▸ **Aim of the task**
Repeat every record below exactly, but leave out any pictures.

Saved entries:

· · · ·

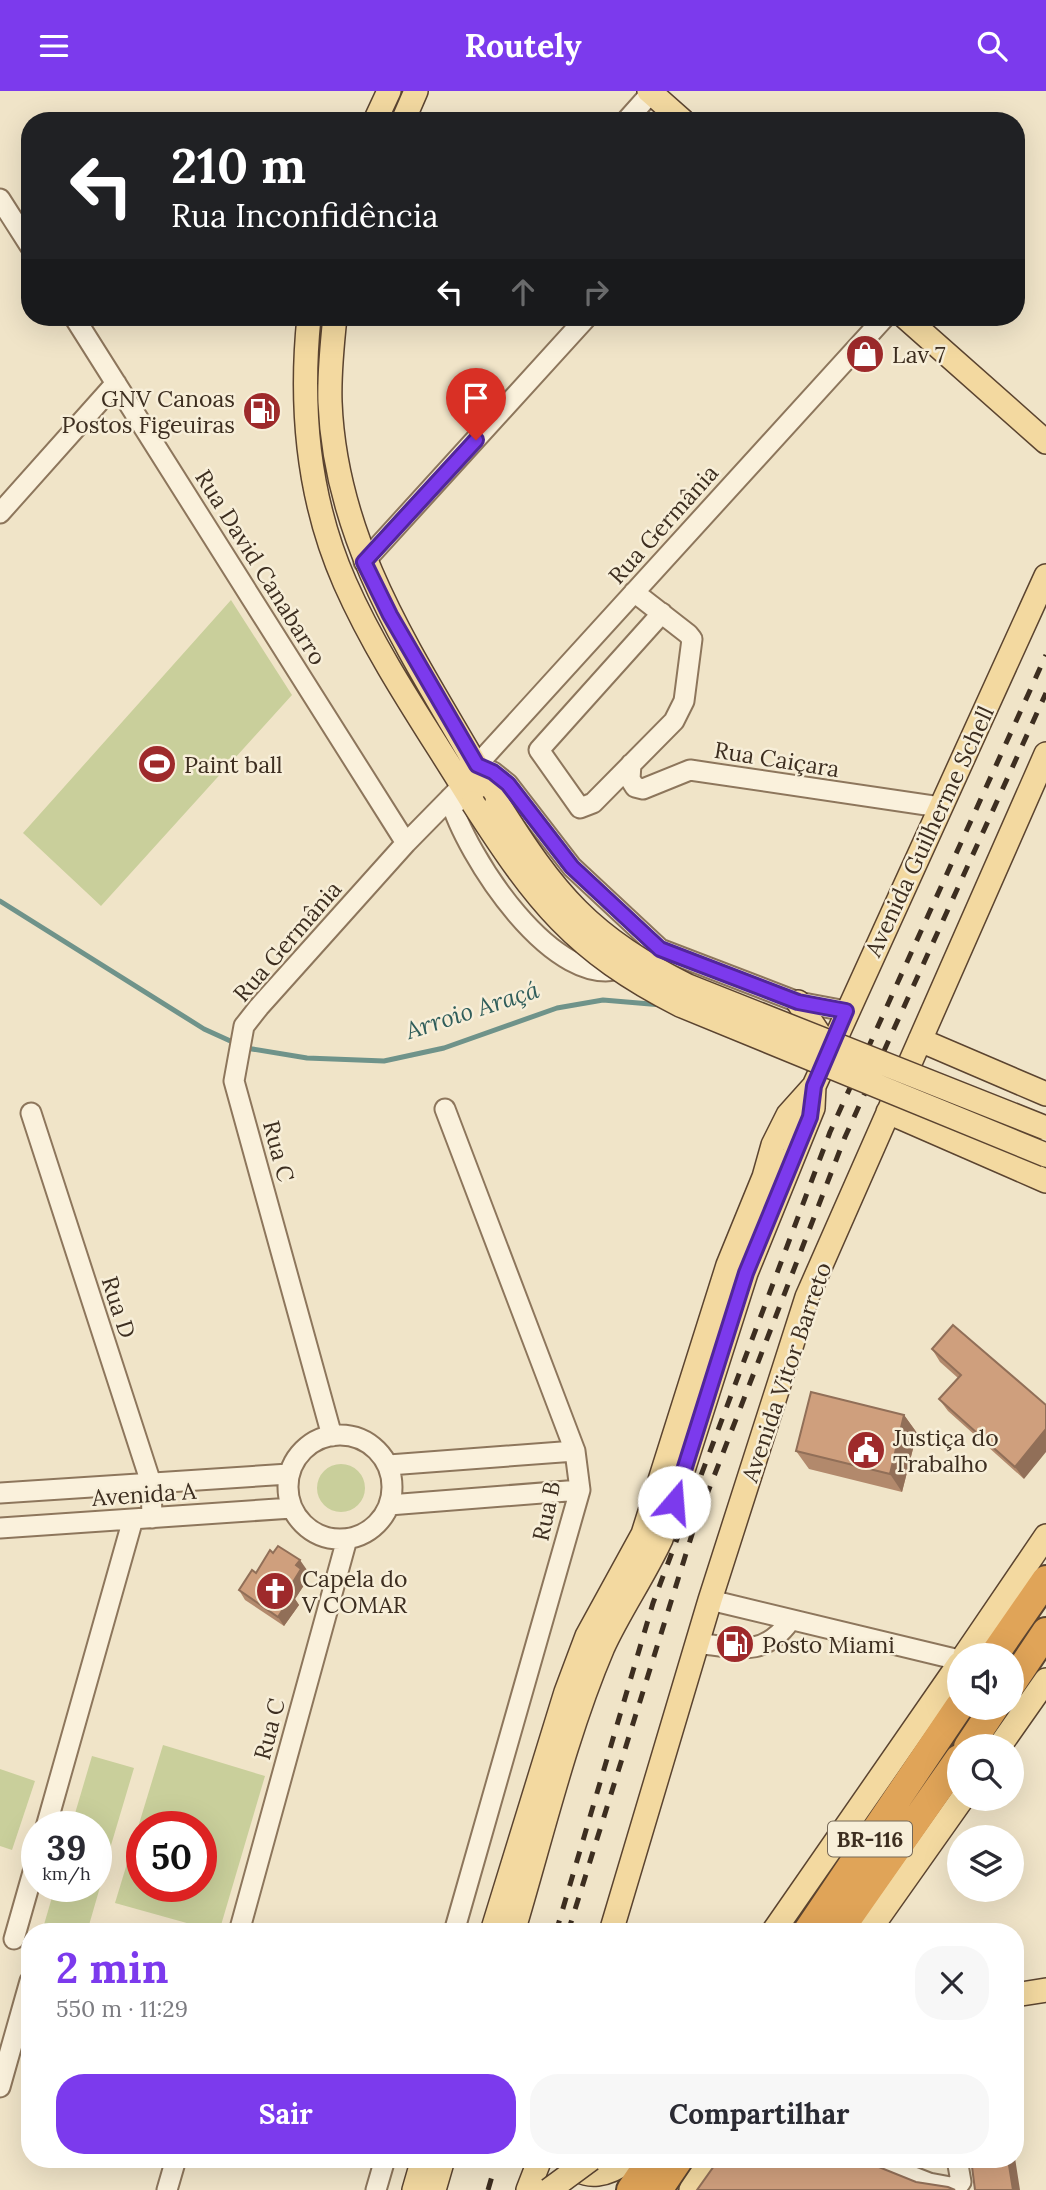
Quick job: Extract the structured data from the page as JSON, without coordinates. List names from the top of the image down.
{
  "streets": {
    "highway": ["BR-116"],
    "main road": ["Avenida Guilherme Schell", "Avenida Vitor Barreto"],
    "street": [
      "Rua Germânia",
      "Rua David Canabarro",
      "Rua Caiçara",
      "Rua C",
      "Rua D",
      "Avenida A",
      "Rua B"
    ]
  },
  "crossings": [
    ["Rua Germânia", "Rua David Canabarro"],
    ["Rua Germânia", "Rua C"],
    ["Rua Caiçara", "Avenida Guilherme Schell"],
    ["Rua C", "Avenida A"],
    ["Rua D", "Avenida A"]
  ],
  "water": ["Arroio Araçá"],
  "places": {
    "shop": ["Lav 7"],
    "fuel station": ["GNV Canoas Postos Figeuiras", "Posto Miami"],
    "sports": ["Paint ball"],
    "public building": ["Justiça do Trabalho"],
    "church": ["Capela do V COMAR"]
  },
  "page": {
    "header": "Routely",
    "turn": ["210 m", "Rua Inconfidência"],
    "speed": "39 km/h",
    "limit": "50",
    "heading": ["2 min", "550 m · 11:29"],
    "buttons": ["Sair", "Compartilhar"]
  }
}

· · · ·

▸ **Worked solution**
Quick job: Extract the structured data from the page as JSON, without coordinates. List names from the top of the image down.
{
  "streets": {
    "highway": ["BR-116"],
    "main road": ["Avenida Guilherme Schell", "Avenida Vitor Barreto"],
    "street": [
      "Rua Germânia",
      "Rua David Canabarro",
      "Rua Caiçara",
      "Rua C",
      "Rua D",
      "Avenida A",
      "Rua B"
    ]
  },
  "crossings": [
    ["Rua Germânia", "Rua David Canabarro"],
    ["Rua Germânia", "Rua C"],
    ["Rua Caiçara", "Avenida Guilherme Schell"],
    ["Rua C", "Avenida A"],
    ["Rua D", "Avenida A"]
  ],
  "water": ["Arroio Araçá"],
  "places": {
    "shop": ["Lav 7"],
    "fuel station": ["GNV Canoas Postos Figeuiras", "Posto Miami"],
    "sports": ["Paint ball"],
    "public building": ["Justiça do Trabalho"],
    "church": ["Capela do V COMAR"]
  },
  "page": {
    "header": "Routely",
    "turn": ["210 m", "Rua Inconfidência"],
    "speed": "39 km/h",
    "limit": "50",
    "heading": ["2 min", "550 m · 11:29"],
    "buttons": ["Sair", "Compartilhar"]
  }
}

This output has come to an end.